▶ _Directions for this task_
Look through the records, and wherever the string "small" turns up, copy out that line.

(Stored data entries)

-=-=-

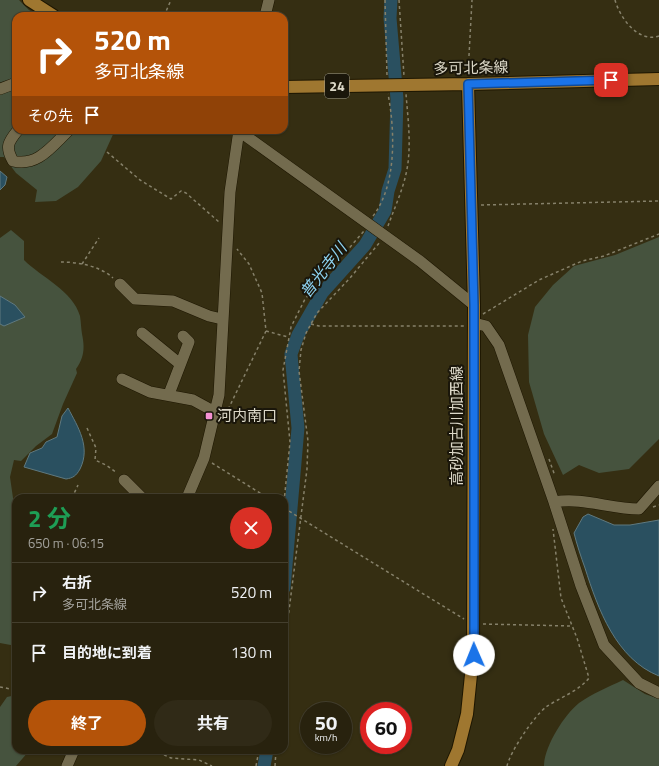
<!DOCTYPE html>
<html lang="ja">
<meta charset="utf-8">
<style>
:root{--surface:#28220e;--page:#302a17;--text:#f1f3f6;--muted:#a5a49e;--line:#443f2e;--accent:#b45309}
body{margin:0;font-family:"Titillium Web","Noto Sans JP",sans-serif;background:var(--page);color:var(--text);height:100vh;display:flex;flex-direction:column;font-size:15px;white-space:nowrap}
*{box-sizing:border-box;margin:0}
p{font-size:13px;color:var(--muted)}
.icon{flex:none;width:22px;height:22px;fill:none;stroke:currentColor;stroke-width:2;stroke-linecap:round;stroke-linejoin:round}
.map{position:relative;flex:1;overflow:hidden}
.drawer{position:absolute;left:12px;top:494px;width:276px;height:260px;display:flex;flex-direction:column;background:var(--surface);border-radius:12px;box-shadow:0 1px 3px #0004,0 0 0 1px var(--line)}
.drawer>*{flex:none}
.top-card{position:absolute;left:12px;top:12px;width:276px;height:122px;border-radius:12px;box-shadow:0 1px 3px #0004,0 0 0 1px var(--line);background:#b45309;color:#fff;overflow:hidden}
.speed{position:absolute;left:300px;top:702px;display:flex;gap:8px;font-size:20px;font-weight:700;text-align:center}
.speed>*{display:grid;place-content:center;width:52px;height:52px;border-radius:50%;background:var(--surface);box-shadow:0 1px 3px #0004,0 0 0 1px var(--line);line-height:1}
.speed small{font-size:10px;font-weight:400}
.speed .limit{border:6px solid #d22;background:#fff;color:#111}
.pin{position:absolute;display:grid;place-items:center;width:34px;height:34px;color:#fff;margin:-17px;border-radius:8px;box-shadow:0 2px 6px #0006}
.me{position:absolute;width:44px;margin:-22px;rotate:359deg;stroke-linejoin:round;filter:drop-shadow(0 0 3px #0008)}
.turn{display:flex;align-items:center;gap:14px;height:84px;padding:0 16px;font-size:18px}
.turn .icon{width:52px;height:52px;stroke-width:2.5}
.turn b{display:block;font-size:28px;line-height:34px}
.then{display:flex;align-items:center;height:38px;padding:0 16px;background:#0003;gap:8px;font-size:15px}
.round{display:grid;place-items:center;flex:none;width:42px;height:42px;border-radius:21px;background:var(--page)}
.headline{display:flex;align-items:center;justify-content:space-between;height:68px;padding:0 16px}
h1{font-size:24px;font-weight:700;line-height:30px;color:#1e9e55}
.button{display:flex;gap:8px;margin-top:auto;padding:8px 16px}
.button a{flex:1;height:46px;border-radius:24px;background:var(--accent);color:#fff;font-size:16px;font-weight:700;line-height:46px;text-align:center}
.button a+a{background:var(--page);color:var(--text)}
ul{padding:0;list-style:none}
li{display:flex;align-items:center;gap:12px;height:60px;padding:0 16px;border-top:1px solid var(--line)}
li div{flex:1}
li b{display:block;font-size:15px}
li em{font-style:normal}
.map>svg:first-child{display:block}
</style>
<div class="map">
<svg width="659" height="766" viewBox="0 0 659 766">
<rect width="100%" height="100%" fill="#352e12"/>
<path fill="#46533e" d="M0,0H19L29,10L40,16H16V130H115L101,161L78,187L56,201L35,202L37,190L16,173L4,157H0Z
M11,230L24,241V260C41,277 73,291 80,316C81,322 81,328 82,334C85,348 84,358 76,369L77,373L63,404L52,434L36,446L21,461L14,460L10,477L16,519V646L0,643V238Z
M659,237V439L629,469L599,473L579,465L563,475L544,434L529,382L528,335L535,307L553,285L574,266L615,255Z
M623,680L645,694L659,699V766H544C544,747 564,715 579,703C592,694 608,687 623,680Z
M16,695V750L29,751L16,766H0V707L7,697Z"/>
<path fill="#2a5060" stroke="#5f797f" d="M0,171L7,177L5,185L0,190Z
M0,296L15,305L25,317L4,326L0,324Z
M68,408C78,427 91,447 80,469C76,476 73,478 66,479L24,467L30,453L42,448L46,442L57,437L62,416Z
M588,514L614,525H630L659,520V676C616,659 598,609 585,568C581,557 577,545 574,533L583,517Z"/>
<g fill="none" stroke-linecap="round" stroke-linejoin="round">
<path stroke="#2a5060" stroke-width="13" d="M284,588L298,428L291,354L298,335L322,293L365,245L385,211L388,191L395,169L397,99L390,18L391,0
M264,766L267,750"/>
<g stroke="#1d1600" stroke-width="12">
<path id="minor" d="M265,16L269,0
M0,89L16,83
M18,130C8,142 5,147 13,161C38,167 52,146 69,130
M239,131L420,261L474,305
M120,284L135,299L173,301L209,316L222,319
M474,323L486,326L499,345L554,502L581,586L604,645L639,683L659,693
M142,333L180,364
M122,379L150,392L193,400L215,412
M169,394L189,342L183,336
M124,480L142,498
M187,498L204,458L219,395L230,192L239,130
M554,502C583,497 610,509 639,509L659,486
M67,766L74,750"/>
</g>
<g stroke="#1d1600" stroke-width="14">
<path id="major" d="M29,0L54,16
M284,87L468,84L659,79
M451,766L458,750L467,714L473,655L474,305L468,84"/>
</g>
<path stroke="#86816a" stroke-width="1.5" stroke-dasharray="3 3" stroke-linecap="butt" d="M385,0L387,76
M399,0L404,76
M615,0C620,18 638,43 659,36
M164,16L171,0
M468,74L472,0
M107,152L140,180L171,199L181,191L186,193L219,222
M481,205L659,201
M373,216C397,185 395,130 388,94
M388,226C394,209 402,192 406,174C412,148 408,120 406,94
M61,262C78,262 100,266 113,278
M82,264L99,238
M483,314L539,280L582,261L604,256L659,234
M311,324L319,326H464
M266,331L288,337
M223,420L266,331L262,293L249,264L237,249
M87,428L96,448L95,460L106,465L117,473
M549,459L555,476
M212,463L268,498
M72,498L78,485
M284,502L290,442L283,370L291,327L305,299L364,231
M653,507L659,505
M284,508L464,619
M483,624L571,626
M284,679L287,626L307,469L308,441L299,371L301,350L306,333L317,313L350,278L380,242
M0,687L16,690
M153,750L171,758L199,760L212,766
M256,766L259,750
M275,766L276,750
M507,766C510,752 534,716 546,707C559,698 579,691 589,678L577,638L561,598L553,529"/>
<use href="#minor" stroke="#736b4e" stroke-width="11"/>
<use href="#major" stroke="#9f7730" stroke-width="12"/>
</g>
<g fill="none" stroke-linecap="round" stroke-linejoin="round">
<g stroke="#114b97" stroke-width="10">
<path id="route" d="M474,655V305L468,84L611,80"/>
</g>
<use href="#route" stroke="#1a73e8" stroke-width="7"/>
</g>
<rect fill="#f591d2" stroke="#1a160a" stroke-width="1.5" x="205" y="412" width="8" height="8" rx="2"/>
<g text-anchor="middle" stroke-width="4" stroke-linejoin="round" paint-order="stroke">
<rect fill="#1a160a" stroke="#a29e8f" stroke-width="1" x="325" y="74" width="24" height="24" rx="3"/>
<g font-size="14" font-weight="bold" fill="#dcd8c8">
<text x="337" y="91">24</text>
</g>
<g font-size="15" fill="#dcd8c8" stroke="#1a160a">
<text transform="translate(471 68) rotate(-1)" y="5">多可北条線</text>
<text transform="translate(457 426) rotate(-90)" y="5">高砂加古川加西線</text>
</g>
<g font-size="15" fill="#dcd8c8" stroke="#1a160a" text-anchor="start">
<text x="217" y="421">河内南口</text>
</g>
<g font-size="16" font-style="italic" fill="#8dd2f0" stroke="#1a160a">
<text transform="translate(323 270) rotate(-52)" y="6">普光寺川</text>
</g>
</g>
</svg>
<div class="speed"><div>50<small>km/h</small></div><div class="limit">60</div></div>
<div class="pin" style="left:611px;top:80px;background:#d93025"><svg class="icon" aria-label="arrive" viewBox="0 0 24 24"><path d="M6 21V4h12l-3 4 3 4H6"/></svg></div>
<svg class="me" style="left:474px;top:655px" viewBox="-20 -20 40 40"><circle r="19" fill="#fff"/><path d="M0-13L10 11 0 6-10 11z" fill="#1a73e8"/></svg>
<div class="top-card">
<div class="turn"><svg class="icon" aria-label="right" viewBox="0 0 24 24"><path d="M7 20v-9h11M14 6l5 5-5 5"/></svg><div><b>520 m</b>多可北条線</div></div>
<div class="then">その先<svg class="icon" aria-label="arrive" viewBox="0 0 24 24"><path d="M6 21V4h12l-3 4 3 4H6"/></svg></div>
</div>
<section class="drawer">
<div class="headline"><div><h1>2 分</h1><p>650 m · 06:15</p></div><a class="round" style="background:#d93025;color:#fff"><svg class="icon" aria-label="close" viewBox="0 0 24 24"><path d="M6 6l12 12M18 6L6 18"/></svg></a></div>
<ul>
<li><svg class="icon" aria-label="right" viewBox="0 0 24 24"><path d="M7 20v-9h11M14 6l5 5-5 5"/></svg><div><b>右折</b><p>多可北条線</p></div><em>520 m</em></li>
<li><svg class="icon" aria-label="arrive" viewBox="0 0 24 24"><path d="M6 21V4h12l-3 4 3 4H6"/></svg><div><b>目的地に到着</b></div><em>130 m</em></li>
</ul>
<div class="button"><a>終了</a><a>共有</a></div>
</section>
</div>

-=-=-

▶ _Expected answer_
.speed small{font-size:10px;font-weight:400}
<div class="speed"><div>50<small>km/h</small></div><div class="limit">60</div></div>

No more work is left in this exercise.